I sensed someone approaching me. A middle-aged Chinese man said, “You like this? I paint for you.”

“Will it cost extra?” I asked.

“A dollar,” he replied.

I looked hard at the picture.

The Chinese man must have read my face. Seeing that I wavered on the brink of my decision, he suddenly muttered a string of incomprehensible words and waved his hands as he walked toward the store’s entrance.

I stood motionless, following him with my eyes.

“Okay, same price,” he said, with a hint of frustration in his voice. I remained still, not fully realizing that I had bargained with this man. Once more he beckoned assertively to me. I sprang forward and followed him to his worktable.

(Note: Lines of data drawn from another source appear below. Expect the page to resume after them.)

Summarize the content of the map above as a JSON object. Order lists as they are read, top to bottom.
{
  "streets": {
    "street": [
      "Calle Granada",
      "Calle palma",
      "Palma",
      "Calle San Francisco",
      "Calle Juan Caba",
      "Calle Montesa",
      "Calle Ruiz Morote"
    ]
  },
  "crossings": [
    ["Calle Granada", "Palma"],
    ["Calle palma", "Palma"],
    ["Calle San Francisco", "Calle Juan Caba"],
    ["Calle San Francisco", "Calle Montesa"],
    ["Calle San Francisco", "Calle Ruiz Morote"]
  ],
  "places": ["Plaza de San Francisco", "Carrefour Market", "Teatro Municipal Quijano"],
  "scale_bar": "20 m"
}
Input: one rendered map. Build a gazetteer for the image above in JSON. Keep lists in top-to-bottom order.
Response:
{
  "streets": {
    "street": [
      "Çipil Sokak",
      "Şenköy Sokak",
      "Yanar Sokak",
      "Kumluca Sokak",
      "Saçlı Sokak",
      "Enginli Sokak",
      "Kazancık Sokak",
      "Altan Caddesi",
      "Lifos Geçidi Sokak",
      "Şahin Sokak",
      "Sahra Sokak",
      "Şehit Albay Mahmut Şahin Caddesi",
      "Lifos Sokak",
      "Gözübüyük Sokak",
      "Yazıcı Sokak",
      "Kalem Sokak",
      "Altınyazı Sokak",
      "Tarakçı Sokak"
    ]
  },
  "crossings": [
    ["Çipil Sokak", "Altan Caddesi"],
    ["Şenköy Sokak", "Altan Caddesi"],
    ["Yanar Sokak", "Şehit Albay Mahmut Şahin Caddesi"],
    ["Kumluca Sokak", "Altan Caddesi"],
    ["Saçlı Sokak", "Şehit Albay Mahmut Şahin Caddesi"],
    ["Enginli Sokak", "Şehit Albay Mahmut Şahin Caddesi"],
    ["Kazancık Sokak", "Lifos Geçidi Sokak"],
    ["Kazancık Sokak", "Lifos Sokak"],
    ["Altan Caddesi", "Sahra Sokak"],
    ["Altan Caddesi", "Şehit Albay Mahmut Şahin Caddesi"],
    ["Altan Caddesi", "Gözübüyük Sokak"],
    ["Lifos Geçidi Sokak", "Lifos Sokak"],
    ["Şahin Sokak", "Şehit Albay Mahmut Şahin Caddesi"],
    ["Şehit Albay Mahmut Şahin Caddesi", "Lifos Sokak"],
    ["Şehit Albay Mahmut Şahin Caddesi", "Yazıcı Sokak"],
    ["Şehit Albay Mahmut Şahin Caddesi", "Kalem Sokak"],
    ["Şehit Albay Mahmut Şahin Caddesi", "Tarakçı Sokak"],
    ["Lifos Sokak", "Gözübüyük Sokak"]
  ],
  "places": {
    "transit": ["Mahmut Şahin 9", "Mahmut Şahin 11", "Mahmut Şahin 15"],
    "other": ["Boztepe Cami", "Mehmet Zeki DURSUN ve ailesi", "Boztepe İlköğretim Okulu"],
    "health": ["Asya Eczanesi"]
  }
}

I silently observed his motions. He dipped a paintbrush into a bottle of black ink. With slow, confident strokes, the man guided the brush over the paper. By pressing harder on the brush, the width of the dash widened, and then narrowed as he relieved the pressure. I could not distinguish between the brush and the paper’s surface. It seemed like the shiny, black ink welded paper and brush.

For the finishing touch he wrote, “Picture in San Francisco” and his initials along the right-hand edge of the paper.

In this vivid and real encounter with this man – shared by the exchange of a few words and gestures – I had greater introduction to a culture that could not be grasped by the purchase of fans or tiny, beaded coin purses.